Records from a data source:
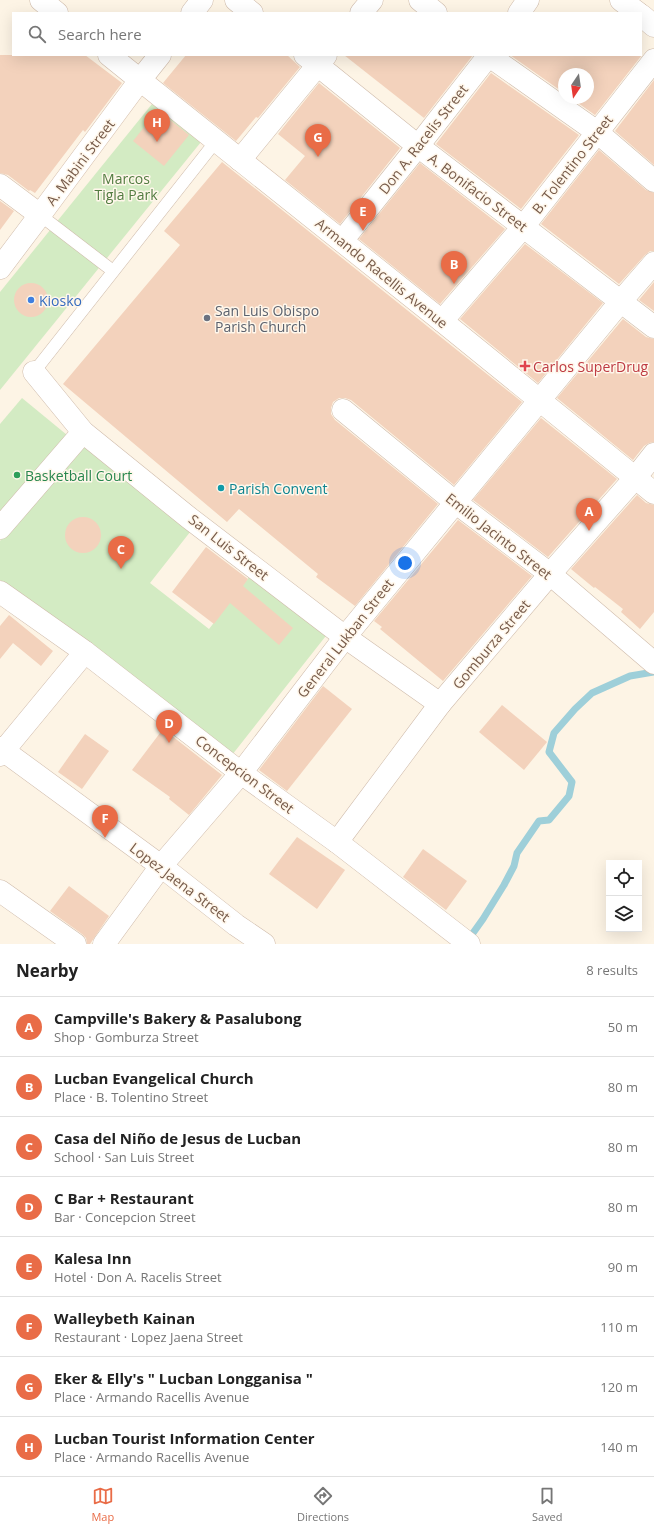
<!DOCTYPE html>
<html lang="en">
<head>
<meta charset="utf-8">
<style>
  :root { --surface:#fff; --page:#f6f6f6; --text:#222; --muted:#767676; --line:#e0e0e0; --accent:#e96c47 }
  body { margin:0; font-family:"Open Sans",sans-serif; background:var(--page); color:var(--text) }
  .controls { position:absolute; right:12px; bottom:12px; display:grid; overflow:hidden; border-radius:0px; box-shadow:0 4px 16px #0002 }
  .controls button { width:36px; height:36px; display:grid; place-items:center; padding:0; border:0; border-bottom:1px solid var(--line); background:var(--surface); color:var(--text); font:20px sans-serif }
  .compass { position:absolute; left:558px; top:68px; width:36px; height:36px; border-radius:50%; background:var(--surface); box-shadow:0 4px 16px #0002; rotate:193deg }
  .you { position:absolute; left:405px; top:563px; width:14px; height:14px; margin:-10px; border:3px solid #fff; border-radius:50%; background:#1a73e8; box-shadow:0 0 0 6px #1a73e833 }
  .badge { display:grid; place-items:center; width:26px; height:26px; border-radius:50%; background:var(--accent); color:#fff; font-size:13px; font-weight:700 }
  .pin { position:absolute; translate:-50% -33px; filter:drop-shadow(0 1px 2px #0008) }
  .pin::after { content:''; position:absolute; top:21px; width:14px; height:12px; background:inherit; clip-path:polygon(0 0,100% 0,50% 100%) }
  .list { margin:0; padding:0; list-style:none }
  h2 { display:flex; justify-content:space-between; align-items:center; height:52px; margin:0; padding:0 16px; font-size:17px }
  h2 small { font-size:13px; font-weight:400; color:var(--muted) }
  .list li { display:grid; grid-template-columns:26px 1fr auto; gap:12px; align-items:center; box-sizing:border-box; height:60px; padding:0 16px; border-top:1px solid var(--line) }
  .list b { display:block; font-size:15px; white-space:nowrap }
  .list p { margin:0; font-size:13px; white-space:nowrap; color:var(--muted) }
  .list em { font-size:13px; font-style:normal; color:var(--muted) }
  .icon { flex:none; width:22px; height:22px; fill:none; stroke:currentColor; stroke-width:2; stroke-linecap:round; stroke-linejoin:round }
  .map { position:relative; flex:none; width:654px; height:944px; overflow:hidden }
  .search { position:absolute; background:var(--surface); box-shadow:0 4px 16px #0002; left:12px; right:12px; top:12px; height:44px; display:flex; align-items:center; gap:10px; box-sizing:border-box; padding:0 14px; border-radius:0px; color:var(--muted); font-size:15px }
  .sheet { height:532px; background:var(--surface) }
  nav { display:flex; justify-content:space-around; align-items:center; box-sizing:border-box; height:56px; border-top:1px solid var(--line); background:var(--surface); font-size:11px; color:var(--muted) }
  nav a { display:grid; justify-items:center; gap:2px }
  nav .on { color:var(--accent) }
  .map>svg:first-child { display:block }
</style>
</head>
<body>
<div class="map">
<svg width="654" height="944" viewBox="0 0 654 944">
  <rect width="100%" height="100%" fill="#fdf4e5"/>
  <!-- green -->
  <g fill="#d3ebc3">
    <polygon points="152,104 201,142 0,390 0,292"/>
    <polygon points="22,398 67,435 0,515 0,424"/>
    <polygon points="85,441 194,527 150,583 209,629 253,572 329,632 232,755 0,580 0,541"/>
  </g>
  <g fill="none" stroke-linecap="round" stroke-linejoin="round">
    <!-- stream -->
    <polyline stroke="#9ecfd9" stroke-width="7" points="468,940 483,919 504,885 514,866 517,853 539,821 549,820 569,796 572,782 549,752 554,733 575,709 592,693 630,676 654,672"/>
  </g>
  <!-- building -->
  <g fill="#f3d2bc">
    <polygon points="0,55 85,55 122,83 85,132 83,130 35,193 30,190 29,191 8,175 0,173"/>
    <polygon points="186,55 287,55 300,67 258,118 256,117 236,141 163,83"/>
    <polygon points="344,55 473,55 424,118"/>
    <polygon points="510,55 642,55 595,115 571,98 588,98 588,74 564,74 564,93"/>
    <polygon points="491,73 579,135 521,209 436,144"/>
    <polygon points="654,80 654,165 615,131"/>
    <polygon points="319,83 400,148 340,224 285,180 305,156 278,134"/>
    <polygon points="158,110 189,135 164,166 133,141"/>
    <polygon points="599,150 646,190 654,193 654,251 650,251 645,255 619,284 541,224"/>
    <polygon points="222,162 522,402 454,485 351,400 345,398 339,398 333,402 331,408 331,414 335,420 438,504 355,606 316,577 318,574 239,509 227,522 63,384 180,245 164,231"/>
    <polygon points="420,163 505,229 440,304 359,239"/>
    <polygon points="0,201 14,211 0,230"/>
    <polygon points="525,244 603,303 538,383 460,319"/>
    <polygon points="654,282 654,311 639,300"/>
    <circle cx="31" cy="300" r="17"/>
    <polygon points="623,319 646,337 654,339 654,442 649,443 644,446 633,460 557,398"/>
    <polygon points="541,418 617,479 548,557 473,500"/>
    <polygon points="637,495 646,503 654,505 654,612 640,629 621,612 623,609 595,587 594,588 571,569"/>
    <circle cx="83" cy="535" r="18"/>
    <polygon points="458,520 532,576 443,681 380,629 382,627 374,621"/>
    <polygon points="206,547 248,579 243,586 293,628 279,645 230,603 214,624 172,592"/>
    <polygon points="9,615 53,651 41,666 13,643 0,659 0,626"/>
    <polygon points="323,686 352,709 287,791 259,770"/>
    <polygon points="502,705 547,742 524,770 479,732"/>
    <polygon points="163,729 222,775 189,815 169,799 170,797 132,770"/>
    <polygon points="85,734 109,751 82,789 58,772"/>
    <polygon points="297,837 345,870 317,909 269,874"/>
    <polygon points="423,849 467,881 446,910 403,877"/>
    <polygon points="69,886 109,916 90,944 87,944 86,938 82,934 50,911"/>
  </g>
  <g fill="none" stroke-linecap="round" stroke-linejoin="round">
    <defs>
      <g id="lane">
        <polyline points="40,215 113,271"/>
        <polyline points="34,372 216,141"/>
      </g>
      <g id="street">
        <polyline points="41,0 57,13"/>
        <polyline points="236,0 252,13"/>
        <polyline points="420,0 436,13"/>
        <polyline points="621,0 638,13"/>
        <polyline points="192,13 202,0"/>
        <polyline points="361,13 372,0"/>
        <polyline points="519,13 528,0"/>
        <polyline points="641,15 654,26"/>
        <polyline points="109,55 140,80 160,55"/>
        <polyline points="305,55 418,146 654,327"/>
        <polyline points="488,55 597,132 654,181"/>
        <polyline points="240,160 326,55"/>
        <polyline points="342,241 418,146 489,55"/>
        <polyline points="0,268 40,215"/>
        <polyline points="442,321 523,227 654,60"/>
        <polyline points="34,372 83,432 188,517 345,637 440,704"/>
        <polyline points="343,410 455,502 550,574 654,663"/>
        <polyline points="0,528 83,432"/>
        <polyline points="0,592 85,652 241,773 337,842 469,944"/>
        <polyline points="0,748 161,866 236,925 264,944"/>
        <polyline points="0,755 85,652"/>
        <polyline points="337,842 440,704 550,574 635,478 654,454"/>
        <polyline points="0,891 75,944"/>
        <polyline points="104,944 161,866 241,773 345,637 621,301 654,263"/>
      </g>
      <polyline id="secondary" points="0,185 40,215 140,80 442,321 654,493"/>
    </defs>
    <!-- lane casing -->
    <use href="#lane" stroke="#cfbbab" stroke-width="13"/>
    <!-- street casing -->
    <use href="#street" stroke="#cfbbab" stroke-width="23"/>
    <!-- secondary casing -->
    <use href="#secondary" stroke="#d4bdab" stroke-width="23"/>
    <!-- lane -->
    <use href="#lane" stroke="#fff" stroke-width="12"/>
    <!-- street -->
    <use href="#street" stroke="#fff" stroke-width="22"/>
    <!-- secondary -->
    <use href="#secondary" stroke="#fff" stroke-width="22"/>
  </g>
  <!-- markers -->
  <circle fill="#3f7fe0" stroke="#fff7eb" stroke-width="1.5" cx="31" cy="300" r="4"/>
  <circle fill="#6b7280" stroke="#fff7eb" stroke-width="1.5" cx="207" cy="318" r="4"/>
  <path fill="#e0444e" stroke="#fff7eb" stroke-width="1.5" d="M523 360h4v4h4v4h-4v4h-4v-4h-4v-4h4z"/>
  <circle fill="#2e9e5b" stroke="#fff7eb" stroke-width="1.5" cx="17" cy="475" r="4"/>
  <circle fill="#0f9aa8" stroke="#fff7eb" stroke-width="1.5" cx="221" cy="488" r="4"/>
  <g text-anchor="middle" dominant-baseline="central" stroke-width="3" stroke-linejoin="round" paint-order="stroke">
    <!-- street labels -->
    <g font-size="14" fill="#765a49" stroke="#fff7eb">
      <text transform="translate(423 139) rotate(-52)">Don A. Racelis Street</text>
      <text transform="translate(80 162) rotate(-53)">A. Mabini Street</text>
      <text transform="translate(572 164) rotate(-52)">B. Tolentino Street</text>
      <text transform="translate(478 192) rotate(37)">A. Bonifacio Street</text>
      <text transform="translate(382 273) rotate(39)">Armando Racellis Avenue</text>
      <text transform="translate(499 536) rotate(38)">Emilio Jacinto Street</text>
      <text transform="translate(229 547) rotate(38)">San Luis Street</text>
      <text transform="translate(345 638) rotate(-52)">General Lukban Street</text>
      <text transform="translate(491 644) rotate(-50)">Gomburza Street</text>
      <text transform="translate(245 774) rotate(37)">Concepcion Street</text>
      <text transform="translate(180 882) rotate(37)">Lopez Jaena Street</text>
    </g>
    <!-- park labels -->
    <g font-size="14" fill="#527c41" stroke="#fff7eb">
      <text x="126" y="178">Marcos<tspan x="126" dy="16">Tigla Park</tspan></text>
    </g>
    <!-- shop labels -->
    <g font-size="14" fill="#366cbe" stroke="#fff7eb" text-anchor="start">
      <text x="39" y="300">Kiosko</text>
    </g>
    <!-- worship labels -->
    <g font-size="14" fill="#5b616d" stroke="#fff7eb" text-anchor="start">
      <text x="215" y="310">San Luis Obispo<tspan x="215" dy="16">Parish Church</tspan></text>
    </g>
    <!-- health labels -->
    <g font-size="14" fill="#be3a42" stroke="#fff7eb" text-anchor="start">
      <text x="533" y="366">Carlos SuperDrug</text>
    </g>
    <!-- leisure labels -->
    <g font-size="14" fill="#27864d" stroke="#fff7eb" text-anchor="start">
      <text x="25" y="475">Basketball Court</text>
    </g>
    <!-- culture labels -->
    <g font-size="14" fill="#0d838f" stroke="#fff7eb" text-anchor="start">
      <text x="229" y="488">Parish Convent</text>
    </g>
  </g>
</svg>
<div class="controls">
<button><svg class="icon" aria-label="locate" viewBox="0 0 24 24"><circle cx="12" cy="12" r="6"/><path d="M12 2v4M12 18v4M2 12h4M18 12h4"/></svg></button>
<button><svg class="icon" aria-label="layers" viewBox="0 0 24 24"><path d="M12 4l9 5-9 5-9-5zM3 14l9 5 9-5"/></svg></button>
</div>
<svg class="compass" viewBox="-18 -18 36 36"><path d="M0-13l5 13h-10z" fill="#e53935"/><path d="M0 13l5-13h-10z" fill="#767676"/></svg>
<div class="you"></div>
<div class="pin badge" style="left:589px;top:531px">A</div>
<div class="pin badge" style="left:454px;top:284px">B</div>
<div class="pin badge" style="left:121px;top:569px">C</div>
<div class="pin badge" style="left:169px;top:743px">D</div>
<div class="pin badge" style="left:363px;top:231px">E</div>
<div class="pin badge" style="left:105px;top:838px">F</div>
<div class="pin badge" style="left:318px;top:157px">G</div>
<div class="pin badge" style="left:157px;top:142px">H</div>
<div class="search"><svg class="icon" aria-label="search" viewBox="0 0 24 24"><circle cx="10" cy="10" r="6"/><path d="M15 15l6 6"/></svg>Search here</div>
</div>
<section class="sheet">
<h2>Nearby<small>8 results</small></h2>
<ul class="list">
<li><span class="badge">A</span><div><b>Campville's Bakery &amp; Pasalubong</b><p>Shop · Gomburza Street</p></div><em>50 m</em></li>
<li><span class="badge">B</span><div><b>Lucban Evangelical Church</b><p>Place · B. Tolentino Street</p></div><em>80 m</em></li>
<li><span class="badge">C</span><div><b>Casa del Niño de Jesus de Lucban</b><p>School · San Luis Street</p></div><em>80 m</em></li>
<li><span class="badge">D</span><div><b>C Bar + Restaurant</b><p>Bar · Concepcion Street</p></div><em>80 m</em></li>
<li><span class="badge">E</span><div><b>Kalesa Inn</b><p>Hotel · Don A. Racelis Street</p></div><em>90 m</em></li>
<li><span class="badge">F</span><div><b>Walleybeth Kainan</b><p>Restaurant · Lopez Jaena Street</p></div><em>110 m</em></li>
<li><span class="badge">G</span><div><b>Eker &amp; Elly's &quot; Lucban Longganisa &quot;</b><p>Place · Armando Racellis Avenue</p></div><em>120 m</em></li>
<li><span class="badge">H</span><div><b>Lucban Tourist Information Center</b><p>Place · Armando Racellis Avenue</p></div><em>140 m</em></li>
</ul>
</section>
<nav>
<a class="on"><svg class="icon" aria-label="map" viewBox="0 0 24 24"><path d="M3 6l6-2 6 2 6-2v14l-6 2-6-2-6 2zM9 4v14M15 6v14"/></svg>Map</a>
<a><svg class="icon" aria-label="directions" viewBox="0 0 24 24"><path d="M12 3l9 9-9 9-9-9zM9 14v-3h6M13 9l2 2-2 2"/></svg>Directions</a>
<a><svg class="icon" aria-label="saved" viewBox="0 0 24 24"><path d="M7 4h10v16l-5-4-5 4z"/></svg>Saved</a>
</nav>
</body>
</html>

...

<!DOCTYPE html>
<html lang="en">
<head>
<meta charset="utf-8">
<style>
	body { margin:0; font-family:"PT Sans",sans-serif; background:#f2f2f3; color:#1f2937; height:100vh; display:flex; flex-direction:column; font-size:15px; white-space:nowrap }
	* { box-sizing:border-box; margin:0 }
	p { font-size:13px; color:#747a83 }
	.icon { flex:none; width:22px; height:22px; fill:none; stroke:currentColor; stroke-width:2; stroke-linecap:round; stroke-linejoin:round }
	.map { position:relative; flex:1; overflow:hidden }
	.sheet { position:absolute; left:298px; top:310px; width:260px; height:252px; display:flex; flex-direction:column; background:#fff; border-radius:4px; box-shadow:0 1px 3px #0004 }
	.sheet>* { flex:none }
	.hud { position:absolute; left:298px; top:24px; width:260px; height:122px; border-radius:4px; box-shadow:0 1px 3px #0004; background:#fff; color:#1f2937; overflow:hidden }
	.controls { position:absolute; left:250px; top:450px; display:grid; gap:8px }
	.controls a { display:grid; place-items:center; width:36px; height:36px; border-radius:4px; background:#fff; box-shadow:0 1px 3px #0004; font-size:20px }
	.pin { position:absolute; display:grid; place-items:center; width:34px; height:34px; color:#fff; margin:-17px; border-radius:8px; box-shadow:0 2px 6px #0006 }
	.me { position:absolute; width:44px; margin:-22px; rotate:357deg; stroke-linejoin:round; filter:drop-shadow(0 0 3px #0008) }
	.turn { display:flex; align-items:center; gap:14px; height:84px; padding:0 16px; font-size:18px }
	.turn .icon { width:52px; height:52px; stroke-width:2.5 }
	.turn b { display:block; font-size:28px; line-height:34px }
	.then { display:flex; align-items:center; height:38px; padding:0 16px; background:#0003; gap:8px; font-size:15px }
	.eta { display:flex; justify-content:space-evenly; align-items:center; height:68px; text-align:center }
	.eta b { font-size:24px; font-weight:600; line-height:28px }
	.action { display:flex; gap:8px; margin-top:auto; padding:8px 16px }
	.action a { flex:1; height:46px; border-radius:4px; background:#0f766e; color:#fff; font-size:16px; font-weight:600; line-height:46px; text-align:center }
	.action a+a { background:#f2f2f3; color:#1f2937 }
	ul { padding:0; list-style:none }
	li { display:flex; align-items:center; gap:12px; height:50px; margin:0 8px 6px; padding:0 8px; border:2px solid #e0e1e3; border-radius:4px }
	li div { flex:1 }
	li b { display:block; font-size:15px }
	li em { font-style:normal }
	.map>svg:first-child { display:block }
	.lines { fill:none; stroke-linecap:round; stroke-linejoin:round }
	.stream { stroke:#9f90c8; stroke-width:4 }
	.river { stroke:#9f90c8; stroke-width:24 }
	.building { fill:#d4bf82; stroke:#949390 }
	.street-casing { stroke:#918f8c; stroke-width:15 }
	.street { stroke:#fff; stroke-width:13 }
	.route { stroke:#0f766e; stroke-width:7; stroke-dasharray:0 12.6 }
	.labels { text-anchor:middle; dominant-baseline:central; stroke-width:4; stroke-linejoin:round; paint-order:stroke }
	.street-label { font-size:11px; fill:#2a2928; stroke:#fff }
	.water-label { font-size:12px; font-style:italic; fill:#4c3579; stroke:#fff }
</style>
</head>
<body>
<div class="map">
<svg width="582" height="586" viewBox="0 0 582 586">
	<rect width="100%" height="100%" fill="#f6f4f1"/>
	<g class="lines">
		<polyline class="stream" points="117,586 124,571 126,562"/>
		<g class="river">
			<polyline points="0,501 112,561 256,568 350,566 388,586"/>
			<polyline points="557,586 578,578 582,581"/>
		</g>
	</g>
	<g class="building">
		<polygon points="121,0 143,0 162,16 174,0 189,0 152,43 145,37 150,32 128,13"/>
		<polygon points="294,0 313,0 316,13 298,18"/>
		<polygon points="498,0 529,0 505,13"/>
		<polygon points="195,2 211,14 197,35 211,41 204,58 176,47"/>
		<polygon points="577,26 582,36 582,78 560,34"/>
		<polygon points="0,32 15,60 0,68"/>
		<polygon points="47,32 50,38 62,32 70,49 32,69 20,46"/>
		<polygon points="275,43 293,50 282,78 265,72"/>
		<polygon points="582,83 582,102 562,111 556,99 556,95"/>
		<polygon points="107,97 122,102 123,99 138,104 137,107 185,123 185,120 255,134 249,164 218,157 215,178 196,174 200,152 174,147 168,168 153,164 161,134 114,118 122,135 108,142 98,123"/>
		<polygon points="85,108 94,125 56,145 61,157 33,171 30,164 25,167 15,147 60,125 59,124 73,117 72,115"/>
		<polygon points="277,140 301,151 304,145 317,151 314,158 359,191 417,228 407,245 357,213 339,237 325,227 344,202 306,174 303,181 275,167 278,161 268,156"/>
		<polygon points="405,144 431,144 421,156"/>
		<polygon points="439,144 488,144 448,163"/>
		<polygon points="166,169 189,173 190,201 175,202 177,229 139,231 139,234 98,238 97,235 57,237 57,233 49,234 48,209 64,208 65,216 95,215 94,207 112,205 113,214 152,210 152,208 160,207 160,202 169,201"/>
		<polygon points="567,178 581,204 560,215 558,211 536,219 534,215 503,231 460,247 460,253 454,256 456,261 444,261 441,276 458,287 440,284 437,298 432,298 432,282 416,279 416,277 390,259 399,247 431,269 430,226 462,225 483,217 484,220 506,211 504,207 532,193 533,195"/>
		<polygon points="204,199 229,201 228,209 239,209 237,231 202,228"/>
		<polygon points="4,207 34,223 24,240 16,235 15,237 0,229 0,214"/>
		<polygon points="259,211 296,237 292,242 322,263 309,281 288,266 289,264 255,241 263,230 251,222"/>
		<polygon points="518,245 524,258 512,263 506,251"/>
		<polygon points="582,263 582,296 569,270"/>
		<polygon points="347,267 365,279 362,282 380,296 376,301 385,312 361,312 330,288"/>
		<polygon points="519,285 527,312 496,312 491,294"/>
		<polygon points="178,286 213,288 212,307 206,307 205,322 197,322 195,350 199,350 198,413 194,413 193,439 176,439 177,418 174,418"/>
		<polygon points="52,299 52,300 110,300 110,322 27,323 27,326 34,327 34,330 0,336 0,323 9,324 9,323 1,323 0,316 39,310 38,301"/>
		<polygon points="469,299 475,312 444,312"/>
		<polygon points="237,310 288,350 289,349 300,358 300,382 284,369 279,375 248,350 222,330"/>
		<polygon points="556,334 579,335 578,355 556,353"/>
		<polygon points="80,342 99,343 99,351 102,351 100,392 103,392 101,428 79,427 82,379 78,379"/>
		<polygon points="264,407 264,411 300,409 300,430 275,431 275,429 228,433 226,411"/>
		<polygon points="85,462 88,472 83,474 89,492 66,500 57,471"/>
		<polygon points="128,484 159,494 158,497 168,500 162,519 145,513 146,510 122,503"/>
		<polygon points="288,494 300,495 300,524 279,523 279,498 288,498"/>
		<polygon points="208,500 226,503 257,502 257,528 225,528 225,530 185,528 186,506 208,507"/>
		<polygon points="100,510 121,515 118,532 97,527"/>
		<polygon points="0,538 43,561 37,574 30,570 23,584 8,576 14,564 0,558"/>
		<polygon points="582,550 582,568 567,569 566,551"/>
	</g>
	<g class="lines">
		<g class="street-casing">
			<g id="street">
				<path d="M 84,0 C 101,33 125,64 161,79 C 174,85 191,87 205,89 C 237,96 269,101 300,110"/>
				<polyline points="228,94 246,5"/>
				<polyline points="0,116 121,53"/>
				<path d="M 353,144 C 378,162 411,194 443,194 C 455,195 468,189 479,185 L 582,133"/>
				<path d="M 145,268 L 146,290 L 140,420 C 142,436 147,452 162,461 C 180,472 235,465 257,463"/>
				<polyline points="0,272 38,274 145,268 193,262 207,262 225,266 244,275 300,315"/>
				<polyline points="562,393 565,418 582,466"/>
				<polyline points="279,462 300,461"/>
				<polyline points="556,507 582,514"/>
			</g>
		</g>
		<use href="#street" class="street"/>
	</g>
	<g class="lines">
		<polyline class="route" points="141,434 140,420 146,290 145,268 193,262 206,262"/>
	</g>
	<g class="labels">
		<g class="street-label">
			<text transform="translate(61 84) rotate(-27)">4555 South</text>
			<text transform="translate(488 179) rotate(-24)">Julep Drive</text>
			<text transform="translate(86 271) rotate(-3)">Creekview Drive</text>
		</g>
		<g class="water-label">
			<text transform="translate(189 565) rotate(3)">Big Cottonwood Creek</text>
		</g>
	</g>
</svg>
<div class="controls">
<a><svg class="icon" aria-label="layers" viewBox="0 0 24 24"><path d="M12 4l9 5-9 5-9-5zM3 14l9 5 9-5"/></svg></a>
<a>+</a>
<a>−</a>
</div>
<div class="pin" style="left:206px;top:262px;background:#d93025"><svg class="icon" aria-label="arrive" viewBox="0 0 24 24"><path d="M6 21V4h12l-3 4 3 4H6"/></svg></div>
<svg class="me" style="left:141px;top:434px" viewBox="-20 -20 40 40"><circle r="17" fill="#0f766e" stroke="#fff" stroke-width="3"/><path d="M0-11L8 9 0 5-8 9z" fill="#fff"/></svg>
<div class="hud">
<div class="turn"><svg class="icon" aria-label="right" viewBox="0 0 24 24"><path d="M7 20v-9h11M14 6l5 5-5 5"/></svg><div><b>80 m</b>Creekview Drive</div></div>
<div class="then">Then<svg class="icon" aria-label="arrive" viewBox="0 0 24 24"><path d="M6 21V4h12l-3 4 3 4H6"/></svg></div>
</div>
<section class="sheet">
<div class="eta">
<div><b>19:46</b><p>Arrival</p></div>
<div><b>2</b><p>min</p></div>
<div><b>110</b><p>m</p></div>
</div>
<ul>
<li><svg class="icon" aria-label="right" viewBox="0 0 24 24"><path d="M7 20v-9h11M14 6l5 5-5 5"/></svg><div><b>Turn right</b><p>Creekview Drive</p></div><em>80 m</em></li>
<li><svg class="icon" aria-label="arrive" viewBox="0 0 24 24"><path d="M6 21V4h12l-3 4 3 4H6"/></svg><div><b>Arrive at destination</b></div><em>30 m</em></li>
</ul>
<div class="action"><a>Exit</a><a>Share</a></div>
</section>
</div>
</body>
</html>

▶ [Goal of the exercise] Could you return exactly the stretch of the data above that starts at the line with "display:grid; grid-template-columns:26px 1fr" and ends at the line with "font-size:13px; font-style:normal; color:var(--muted)", both lines included?

▶ [Response for this exercise]
  .list li { display:grid; grid-template-columns:26px 1fr auto; gap:12px; align-items:center; box-sizing:border-box; height:60px; padding:0 16px; border-top:1px solid var(--line) }
  .list b { display:block; font-size:15px; white-space:nowrap }
  .list p { margin:0; font-size:13px; white-space:nowrap; color:var(--muted) }
  .list em { font-size:13px; font-style:normal; color:var(--muted) }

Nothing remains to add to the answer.